I am a fan of anti-aliased font.  Thanks to Xft/FreeType to make this
happening on X Window machines.  I really love to see every character
on my desktop be anti-aliased.  Because anti-aliased text is about
good looking, it can certainly be made looking better. 

I am talking about one minor but anoying problem with anti-aliased
text: for some fonts, the characters are showing much lighter at smaller
size than at bigger size.  Those fonts have thinner strokes.  At smaller
size, the stroke width is less than one pixel.  The anti-aliased algorithm
makes the stroke darkness depending on the coverage of the stroke on that
pixel.  For those thinner stroke fonts, the anti-aliased text can not
reach its fullest darkness and appears so light that they are almost
indistinguishable from the white background.  Now anti-aliased text is not
good to the eye anymore.

There is an easy fix for this.  After getting a glyph's pixel map from FT2,
it can be enhanced by a simple table lookup.  I did some experiment and
the results are at:

http://oto.sourceforge.net/alpha/index.html

The lookup table could be generated by

p' = 256 * (p/256) ^ alpha;    (alpha >= 1)

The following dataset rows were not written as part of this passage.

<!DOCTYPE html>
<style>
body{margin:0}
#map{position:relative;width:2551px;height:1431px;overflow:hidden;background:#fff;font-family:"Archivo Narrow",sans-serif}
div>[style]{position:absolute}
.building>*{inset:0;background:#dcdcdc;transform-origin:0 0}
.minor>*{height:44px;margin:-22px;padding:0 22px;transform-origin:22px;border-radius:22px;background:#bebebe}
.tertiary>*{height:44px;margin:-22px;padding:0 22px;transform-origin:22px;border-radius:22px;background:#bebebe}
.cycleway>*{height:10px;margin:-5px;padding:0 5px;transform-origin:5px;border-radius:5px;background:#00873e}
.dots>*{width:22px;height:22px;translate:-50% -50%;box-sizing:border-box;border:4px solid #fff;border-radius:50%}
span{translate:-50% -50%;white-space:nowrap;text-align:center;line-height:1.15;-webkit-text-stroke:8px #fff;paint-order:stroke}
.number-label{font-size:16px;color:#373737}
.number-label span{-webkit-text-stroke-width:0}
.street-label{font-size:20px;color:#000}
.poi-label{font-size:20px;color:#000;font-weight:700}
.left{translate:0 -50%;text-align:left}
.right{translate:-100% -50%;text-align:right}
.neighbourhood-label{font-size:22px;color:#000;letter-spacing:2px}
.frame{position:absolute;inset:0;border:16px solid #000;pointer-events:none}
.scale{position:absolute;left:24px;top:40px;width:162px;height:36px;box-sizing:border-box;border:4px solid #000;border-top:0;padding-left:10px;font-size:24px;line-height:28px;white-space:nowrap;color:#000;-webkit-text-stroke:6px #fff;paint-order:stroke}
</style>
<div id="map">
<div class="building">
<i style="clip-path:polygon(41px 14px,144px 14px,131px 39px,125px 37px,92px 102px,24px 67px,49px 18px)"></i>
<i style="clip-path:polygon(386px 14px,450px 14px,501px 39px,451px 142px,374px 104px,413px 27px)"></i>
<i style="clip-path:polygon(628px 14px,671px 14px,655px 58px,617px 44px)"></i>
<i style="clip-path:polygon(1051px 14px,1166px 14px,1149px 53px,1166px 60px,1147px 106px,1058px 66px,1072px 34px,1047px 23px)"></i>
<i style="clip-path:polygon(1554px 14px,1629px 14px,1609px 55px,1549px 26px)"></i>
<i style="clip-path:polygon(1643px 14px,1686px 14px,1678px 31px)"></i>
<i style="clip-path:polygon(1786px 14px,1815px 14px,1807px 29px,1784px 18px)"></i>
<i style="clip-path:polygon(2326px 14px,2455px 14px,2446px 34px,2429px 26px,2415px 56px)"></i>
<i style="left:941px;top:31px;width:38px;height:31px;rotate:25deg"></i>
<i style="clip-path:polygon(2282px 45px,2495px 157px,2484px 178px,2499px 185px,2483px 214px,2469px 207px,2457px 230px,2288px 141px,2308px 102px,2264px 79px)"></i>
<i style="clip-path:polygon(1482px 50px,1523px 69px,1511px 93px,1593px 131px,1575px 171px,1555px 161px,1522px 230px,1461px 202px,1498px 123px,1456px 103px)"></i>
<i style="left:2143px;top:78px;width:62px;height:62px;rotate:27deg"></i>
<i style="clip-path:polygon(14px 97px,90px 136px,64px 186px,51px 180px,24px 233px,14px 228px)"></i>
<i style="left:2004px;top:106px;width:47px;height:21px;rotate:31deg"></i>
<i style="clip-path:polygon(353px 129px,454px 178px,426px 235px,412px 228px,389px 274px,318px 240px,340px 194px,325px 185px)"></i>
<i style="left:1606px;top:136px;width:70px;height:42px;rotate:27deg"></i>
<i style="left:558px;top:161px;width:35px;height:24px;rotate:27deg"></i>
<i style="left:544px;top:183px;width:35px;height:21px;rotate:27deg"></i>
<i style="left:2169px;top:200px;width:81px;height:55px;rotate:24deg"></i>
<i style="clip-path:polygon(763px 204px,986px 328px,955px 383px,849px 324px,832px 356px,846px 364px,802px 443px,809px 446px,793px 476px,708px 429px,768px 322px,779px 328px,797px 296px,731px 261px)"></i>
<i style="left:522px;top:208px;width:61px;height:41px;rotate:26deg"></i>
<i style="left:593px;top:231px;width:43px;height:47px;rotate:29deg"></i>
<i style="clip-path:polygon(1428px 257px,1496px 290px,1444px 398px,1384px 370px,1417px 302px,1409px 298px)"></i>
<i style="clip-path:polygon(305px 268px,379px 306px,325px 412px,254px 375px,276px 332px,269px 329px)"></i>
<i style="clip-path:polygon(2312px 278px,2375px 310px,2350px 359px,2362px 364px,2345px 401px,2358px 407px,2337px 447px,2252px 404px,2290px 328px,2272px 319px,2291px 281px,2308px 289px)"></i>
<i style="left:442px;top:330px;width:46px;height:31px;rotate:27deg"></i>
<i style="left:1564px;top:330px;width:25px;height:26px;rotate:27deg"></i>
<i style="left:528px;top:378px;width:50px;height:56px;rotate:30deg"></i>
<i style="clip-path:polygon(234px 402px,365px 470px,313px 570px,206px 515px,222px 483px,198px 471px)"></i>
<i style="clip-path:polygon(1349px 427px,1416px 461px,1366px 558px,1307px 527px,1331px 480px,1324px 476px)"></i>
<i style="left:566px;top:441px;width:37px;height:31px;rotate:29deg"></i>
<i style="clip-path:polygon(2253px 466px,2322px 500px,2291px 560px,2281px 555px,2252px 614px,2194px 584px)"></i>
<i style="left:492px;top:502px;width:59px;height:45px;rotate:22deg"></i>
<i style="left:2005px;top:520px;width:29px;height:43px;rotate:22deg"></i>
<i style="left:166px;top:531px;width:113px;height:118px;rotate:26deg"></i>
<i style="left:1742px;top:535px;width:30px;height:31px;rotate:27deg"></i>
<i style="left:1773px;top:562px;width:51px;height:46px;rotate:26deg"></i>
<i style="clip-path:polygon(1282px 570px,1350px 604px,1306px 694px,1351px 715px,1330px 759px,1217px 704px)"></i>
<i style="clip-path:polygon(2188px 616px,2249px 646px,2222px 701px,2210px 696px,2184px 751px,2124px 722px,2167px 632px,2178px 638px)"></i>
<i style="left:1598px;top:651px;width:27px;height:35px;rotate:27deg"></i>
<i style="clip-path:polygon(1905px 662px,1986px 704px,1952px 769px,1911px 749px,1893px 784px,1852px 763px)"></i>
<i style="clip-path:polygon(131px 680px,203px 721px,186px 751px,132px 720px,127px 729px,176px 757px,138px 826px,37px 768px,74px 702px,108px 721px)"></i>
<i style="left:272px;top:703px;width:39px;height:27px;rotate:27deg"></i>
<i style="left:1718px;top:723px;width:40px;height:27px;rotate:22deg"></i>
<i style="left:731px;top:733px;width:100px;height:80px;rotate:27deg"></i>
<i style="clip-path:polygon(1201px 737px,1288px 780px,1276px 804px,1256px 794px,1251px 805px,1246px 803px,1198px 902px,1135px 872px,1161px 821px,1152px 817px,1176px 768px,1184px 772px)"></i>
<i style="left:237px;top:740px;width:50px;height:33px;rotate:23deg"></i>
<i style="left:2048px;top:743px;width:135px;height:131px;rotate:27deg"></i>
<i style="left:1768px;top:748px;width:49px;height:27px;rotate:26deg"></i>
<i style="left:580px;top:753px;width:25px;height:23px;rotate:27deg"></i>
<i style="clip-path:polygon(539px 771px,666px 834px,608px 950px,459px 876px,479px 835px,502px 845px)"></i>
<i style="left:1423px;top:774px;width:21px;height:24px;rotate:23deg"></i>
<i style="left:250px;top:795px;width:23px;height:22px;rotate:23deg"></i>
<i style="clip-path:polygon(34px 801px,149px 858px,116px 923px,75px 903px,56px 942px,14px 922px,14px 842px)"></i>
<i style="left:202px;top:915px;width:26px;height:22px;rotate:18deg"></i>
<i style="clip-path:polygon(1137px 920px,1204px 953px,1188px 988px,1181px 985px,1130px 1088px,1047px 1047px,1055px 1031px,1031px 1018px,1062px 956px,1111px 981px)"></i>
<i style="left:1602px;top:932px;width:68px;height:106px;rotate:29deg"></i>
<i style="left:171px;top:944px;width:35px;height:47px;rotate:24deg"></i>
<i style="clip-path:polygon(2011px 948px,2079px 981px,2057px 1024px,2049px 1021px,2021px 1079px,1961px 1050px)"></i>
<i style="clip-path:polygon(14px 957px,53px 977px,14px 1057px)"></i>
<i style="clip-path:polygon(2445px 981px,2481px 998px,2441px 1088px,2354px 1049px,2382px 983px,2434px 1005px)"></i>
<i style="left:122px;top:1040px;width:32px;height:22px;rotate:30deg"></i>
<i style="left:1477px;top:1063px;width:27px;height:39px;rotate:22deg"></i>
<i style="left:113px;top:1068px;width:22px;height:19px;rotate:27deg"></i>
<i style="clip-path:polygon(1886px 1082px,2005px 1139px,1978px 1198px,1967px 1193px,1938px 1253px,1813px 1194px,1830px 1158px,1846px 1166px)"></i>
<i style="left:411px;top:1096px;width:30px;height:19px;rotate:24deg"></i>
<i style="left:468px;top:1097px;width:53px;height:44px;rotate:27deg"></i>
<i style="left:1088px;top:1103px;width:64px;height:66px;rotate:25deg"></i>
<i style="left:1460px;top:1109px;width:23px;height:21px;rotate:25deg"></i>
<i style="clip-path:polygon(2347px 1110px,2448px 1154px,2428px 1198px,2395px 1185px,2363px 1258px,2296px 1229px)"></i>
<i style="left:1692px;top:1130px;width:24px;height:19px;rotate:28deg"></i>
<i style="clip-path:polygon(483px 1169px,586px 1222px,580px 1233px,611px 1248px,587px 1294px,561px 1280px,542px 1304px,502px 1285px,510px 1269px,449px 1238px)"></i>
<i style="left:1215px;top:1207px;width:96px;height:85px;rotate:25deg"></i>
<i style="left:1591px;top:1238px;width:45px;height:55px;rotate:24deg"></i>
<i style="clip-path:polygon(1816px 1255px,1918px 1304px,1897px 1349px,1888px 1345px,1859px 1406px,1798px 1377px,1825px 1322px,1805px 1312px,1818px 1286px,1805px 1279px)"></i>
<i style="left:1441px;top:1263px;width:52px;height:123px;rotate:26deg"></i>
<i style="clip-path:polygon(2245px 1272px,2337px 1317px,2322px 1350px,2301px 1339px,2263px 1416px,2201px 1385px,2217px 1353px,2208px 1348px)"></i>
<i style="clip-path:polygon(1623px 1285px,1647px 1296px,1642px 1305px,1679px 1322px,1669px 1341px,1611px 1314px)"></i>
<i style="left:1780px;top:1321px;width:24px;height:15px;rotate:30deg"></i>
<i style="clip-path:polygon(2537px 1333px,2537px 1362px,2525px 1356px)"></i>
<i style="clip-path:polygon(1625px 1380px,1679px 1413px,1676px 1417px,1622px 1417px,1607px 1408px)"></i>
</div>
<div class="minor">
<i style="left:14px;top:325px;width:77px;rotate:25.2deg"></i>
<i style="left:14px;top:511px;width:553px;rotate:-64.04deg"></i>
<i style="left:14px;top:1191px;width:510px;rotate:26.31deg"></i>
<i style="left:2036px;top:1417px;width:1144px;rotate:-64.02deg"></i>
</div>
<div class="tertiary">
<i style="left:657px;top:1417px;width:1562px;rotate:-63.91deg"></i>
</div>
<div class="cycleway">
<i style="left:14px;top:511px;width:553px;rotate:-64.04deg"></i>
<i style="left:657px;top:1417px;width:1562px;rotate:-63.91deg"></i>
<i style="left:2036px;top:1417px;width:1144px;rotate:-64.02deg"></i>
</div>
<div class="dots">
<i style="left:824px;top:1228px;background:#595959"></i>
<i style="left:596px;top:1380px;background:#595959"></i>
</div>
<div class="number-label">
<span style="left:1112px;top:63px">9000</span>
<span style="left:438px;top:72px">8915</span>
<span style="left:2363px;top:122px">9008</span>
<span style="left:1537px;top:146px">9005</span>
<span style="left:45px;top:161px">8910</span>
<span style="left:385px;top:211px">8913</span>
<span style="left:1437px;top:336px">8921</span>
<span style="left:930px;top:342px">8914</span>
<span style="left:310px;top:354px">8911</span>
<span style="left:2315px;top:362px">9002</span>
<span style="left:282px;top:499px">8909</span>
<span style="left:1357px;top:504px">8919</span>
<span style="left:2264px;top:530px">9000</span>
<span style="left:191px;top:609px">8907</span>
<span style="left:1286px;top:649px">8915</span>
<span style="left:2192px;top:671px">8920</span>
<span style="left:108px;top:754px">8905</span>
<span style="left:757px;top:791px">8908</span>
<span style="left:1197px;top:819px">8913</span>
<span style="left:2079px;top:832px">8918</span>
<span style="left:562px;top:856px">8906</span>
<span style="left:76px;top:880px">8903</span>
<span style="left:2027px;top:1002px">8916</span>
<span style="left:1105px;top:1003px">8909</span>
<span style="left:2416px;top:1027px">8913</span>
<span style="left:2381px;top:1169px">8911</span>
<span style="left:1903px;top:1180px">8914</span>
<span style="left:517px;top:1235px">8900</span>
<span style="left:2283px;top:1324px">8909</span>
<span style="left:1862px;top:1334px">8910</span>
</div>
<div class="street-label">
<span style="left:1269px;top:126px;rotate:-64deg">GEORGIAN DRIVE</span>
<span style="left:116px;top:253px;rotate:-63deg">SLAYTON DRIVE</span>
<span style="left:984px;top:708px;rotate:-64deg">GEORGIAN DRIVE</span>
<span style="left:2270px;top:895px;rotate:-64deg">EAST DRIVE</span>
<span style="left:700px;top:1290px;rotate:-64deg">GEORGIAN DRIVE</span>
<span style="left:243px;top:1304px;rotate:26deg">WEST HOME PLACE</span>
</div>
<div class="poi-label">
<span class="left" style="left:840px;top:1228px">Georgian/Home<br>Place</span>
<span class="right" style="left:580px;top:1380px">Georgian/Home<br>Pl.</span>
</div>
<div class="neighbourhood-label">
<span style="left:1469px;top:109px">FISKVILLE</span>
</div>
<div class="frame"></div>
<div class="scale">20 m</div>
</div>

while alpha is a function of:

a. Font.  Thinner stroke font needs bigger alpha value;

b. Point size.  Smaller point size needs bigger alpha value.  

One place to implement this is in Xft.  Before the glyph pixel map is
blit to the surface, apply the alpha correction lookup table to the
glyph pixel map.  The alpha value can be specified as one optional
font property.  So something like

times-12:alpha=1.2

can be used to request the font with proper alpha correction.